━━ SOURCE INFORMATION ━━

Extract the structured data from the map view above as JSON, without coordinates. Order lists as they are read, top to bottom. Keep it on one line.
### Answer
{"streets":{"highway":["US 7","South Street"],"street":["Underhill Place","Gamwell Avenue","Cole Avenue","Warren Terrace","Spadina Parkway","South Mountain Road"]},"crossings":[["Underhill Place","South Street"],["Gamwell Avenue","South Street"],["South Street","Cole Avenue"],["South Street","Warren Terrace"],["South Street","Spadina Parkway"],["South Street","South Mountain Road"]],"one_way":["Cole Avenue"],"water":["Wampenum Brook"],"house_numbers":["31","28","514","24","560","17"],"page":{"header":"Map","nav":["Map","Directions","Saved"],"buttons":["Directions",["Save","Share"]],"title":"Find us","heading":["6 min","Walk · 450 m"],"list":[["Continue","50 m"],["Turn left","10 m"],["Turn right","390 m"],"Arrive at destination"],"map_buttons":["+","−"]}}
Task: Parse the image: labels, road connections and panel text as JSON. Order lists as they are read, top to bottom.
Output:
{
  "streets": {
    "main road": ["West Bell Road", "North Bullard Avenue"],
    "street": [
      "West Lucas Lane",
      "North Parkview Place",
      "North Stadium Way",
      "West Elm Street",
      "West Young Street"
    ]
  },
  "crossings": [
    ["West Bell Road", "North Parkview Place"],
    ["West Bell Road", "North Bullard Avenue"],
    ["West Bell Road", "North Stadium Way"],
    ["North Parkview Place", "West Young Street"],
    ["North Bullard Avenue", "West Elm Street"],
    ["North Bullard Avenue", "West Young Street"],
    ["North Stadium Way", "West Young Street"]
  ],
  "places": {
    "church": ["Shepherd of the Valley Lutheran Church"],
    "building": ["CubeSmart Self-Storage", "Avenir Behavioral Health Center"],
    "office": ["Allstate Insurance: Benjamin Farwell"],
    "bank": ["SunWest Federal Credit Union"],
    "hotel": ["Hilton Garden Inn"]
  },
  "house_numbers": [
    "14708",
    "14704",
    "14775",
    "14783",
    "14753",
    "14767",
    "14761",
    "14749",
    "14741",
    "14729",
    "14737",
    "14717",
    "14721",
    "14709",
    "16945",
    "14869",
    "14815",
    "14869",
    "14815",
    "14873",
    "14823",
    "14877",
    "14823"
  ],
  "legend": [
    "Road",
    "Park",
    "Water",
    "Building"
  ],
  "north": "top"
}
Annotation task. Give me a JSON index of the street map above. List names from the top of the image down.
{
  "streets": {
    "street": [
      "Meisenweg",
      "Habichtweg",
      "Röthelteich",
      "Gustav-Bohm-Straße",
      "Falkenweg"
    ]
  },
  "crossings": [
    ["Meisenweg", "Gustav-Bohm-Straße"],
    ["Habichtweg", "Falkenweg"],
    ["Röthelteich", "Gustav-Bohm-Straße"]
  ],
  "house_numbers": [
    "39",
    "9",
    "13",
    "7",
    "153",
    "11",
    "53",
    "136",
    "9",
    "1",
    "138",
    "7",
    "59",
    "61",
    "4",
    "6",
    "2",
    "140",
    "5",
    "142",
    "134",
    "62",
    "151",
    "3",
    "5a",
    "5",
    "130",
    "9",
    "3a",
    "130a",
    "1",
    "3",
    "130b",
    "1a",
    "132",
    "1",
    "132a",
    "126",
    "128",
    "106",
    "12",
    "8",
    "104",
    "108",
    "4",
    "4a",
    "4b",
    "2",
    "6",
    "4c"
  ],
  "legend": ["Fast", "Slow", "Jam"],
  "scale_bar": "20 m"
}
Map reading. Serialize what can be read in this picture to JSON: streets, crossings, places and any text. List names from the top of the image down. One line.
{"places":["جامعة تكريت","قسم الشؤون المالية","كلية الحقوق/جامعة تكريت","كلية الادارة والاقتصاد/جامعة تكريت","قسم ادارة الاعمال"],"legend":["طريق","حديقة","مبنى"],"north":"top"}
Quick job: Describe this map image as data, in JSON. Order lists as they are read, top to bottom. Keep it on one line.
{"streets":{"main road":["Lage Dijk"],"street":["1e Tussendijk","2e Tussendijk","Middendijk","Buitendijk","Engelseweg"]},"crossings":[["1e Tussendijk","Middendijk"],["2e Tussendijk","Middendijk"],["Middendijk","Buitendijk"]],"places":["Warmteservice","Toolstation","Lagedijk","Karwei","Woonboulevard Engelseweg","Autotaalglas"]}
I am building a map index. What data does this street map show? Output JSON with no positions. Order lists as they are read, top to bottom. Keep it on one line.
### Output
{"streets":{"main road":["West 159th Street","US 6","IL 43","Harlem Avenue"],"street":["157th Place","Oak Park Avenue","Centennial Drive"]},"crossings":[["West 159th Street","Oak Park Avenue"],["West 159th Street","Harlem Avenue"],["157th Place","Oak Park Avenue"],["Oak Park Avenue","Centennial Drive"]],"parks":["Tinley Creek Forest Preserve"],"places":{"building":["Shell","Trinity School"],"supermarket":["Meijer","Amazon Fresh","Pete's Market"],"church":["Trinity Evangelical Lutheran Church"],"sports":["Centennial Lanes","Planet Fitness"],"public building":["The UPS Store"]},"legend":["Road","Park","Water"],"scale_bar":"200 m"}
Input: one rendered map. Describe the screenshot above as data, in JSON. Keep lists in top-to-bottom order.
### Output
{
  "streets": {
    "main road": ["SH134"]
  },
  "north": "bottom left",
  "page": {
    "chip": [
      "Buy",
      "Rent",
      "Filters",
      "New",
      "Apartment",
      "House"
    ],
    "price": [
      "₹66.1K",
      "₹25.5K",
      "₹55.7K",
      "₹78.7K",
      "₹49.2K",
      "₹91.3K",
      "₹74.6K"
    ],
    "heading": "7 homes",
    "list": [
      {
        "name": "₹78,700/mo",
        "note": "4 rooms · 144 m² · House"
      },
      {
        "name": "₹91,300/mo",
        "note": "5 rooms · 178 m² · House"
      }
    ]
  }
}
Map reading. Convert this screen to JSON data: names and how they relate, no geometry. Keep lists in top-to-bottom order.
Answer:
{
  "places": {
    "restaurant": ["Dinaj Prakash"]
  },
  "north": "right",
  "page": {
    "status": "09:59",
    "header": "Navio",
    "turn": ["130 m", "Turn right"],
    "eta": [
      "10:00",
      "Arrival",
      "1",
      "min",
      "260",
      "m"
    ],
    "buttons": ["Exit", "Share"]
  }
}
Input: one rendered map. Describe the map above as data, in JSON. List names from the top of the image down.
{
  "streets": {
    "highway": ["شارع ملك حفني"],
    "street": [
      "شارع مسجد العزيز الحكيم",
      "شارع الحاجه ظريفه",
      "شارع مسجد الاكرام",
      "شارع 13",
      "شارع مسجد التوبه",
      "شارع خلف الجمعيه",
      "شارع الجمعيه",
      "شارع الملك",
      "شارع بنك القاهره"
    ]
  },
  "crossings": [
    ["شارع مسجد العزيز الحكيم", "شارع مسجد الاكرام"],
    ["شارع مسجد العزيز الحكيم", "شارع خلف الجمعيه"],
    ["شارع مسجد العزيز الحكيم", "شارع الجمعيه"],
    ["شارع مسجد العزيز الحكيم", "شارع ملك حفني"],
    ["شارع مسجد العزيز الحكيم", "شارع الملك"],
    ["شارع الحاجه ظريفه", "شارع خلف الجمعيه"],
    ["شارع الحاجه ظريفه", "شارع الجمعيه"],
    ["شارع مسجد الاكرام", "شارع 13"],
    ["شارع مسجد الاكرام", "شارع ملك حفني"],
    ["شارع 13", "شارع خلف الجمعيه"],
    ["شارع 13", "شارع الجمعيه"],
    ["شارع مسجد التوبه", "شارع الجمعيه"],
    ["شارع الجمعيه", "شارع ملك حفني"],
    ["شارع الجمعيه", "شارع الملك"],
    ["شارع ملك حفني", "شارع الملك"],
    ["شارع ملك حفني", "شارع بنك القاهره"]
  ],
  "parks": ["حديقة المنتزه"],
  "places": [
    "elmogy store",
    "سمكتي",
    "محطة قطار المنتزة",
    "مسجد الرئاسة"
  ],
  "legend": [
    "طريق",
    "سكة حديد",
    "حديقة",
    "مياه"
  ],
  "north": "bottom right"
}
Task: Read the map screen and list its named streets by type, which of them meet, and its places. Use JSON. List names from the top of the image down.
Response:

━━━

Search the data for "Input: one rendered map. Describe the map". Beginning with that line, set down every line through the last exactly.

> _SOLUTION TO THE EXERCISE_
Input: one rendered map. Describe the map above as data, in JSON. List names from the top of the image down.
{
  "streets": {
    "highway": ["شارع ملك حفني"],
    "street": [
      "شارع مسجد العزيز الحكيم",
      "شارع الحاجه ظريفه",
      "شارع مسجد الاكرام",
      "شارع 13",
      "شارع مسجد التوبه",
      "شارع خلف الجمعيه",
      "شارع الجمعيه",
      "شارع الملك",
      "شارع بنك القاهره"
    ]
  },
  "crossings": [
    ["شارع مسجد العزيز الحكيم", "شارع مسجد الاكرام"],
    ["شارع مسجد العزيز الحكيم", "شارع خلف الجمعيه"],
    ["شارع مسجد العزيز الحكيم", "شارع الجمعيه"],
    ["شارع مسجد العزيز الحكيم", "شارع ملك حفني"],
    ["شارع مسجد العزيز الحكيم", "شارع الملك"],
    ["شارع الحاجه ظريفه", "شارع خلف الجمعيه"],
    ["شارع الحاجه ظريفه", "شارع الجمعيه"],
    ["شارع مسجد الاكرام", "شارع 13"],
    ["شارع مسجد الاكرام", "شارع ملك حفني"],
    ["شارع 13", "شارع خلف الجمعيه"],
    ["شارع 13", "شارع الجمعيه"],
    ["شارع مسجد التوبه", "شارع الجمعيه"],
    ["شارع الجمعيه", "شارع ملك حفني"],
    ["شارع الجمعيه", "شارع الملك"],
    ["شارع ملك حفني", "شارع الملك"],
    ["شارع ملك حفني", "شارع بنك القاهره"]
  ],
  "parks": ["حديقة المنتزه"],
  "places": [
    "elmogy store",
    "سمكتي",
    "محطة قطار المنتزة",
    "مسجد الرئاسة"
  ],
  "legend": [
    "طريق",
    "سكة حديد",
    "حديقة",
    "مياه"
  ],
  "north": "bottom right"
}
Task: Read the map screen and list its named streets by type, which of them meet, and its places. Use JSON. List names from the top of the image down.
Response:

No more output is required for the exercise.